The seeds of change were planted with the Energy Independence and Security Act of 2007 (EISA), which contained, in part, energy saving standards and requirements aimed to move the country towards more energy efficient lighting. The intent was to shift the nation’s focus away from inexpensive, fuel-hungry, standard incandescent light bulbs that use only the basic technology invented by Thomas Edison over 130 years ago. The shift prompted manufacturers, not only in the U.S. but worldwide, to increase research and development for more energy efficient lighting technologies. LED (Light Emitting Diode), OLED (Organic LED), CFL (Compact Fluorescent Lamp), Halogen, and Cold-Cathode light bulbs are not necessarily new inventions, but these technologies have now become more affordable and available. “Embracing these new technologies has allowed consumers to save on maintenance cost, conserve energy, and have a wider pool of options to choose from,” says Zeringue. “It’s revealed some pretty cool lighting strategies and created real ingenuity in the marketplace.” “There are so many different manufacturers throwing their hats into the LED ring,” he says. “It’s kept us very busy lately on the research front. We have several customers, business owners and electricians, who are pretty hip on the LED potential. They’re always stopping by to learn about the hottest new technology and give us feedback. So, we have to stay on the cutting edge.”

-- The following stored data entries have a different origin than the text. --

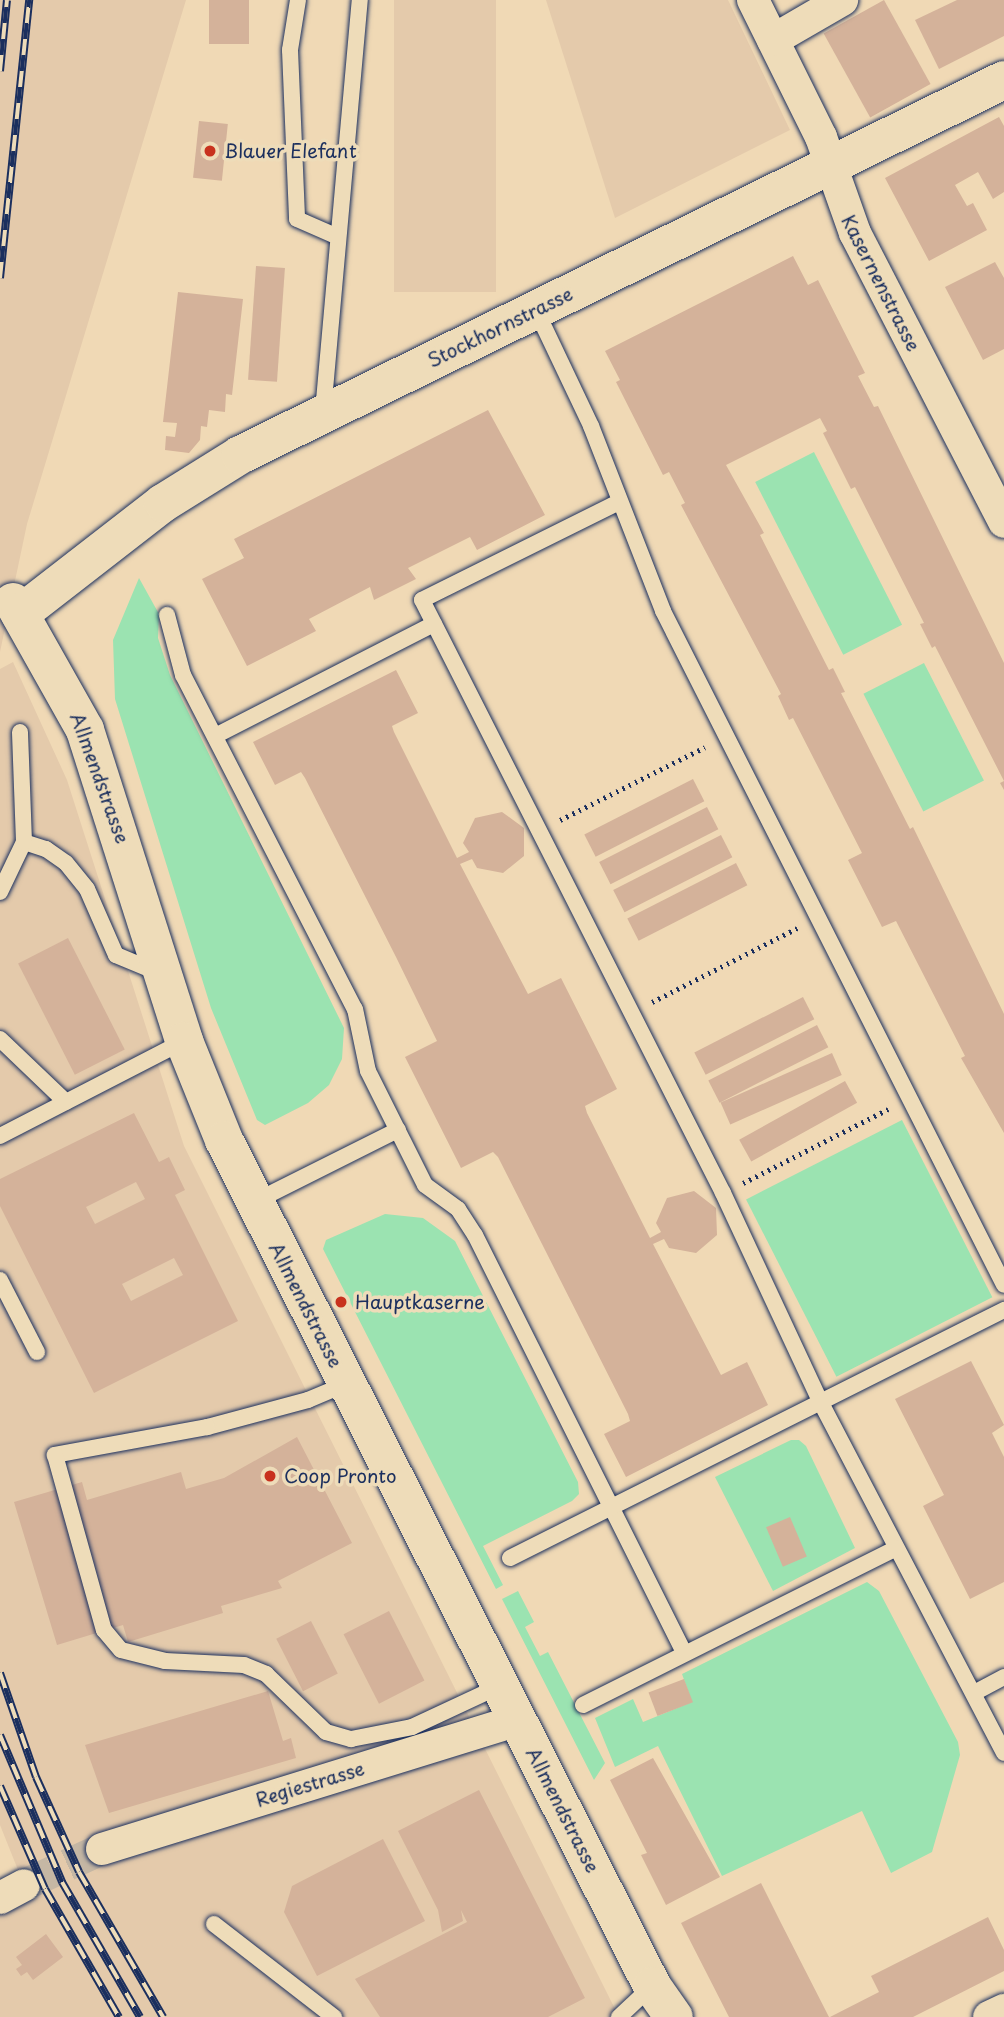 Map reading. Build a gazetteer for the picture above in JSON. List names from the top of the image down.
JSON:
{
  "streets": {
    "main road": ["Stockhornstrasse", "Allmendstrasse"],
    "street": ["Kasernenstrasse", "Regiestrasse"]
  },
  "crossings": [
    ["Kasernenstrasse", "Stockhornstrasse"],
    ["Stockhornstrasse", "Allmendstrasse"],
    ["Allmendstrasse", "Regiestrasse"]
  ],
  "places": ["Blauer Elefant", "Hauptkaserne", "Coop Pronto"]
} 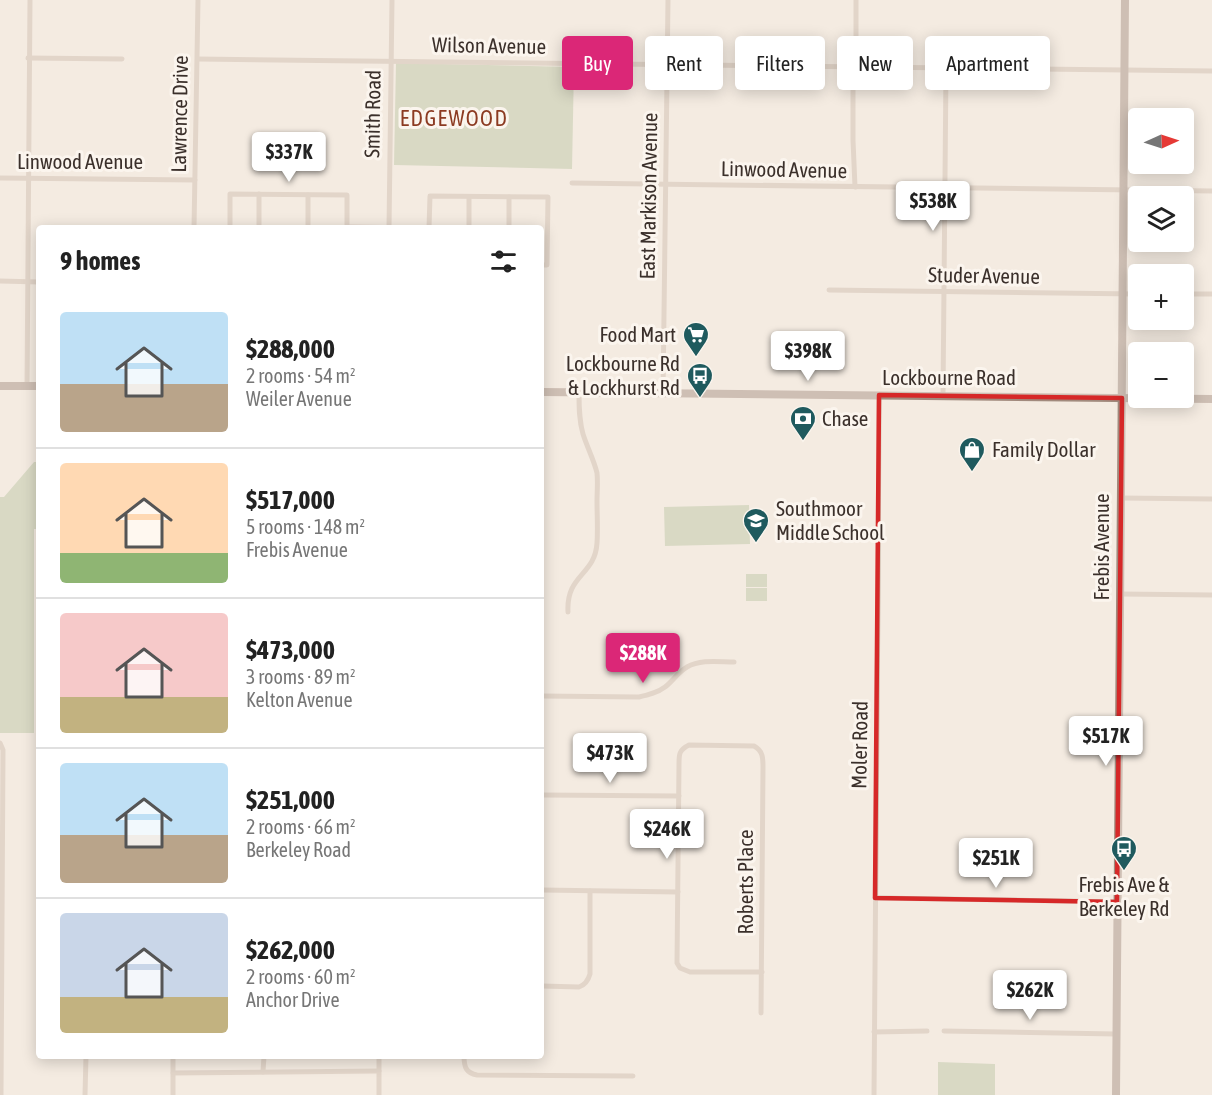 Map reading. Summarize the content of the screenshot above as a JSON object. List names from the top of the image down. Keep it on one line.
{"streets":{"main road":["Lockbourne Road","Frebis Avenue"],"street":["Wilson Avenue","Lawrence Drive","Smith Road","Linwood Avenue","East Markison Avenue","Studer Avenue","Moler Road","Roberts Place"]},"crossings":[["Wilson Avenue","Lawrence Drive"],["Wilson Avenue","Smith Road"],["Wilson Avenue","Frebis Avenue"],["Lawrence Drive","Linwood Avenue"],["Linwood Avenue","East Markison Avenue"],["Linwood Avenue","Frebis Avenue"],["East Markison Avenue","Lockbourne Road"],["Studer Avenue","Frebis Avenue"],["Lockbourne Road","Frebis Avenue"],["Lockbourne Road","Moler Road"]],"districts":["EDGEWOOD"],"places":{"supermarket":["Food Mart"],"bus stop":["Lockbourne Rd & Lockhurst Rd","Frebis Ave & Berkeley Rd"],"bank":["Chase"],"shop":["Family Dollar"],"school or university":["Southmoor Middle School"]},"north":"right","page":{"chip":["Buy","Rent","Filters","New","Apartment"],"map_buttons":["+","−"],"price":["$337K","$538K","$398K","$288K","$517K","$473K","$246K","$251K","$262K"],"heading":"9 homes","list":[{"name":"$288,000","note":"2 rooms · 54 m² · Weiler Avenue"},{"name":"$517,000","note":"5 rooms · 148 m² · Frebis Avenue"},{"name":"$473,000","note":"3 rooms · 89 m² · Kelton Avenue"},{"name":"$251,000","note":"2 rooms · 66 m² · Berkeley Road"},{"name":"$262,000","note":"2 rooms · 60 m² · Anchor Drive"}]}}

“We are also seeing many customers in Terrebonne and Lafourche who really want to change the way they consume energy. Our community was hit hard by the oil spill, and in many ways I think everyone here wants to do their part, no matter how small that might be. ‘How can we save money? Could we reduce our energy usage? Do we really have energy efficient options that make sense now?’ That’s what we’re all saying these days.”

“We are continually field testing, learning, listening, and seeking out the right products for our customers and the trade-offs that occur between the different technologies and manufacturers. It is easy to make this complicated, because the new variables and choices in lighting have suddenly increased tenfold,” said Zeringue.

“We’ve had to learn a whole new language at Valley Supply to communicate with customers and distributors about things such as Kelvin temperature (whiteness of the light source), lumens per watt (amount of light per energy usage), CRI (Color Rendering Index; a fancy way of factoring the depth of color upon an object when illuminated), and the multiplicity of shadows created by the number of LED sources from a single light bulb. It can really push us at times, but it’s fun to learn,” says Zeringue.

“LEDs have been getting much of the press and excitement in our world, but they’re not the answer for every application and every customer…at least for awhile. I’m seeing some interesting lower cost solutions with TCP’s Infrared Reflective Coated Halogen bulbs and their shatterproof armor coated Insta-bright dimmable CFLs. They have great potential as well. So far this year, LED bulbs have taken off in the task lighting arena, with applications such as under-counter and cove lighting applications. LED landscape lighting and recessed down lights have also been in high demand. RAB Lighting has a great, affordable 20-watt wall pack that has become pretty popular as well.”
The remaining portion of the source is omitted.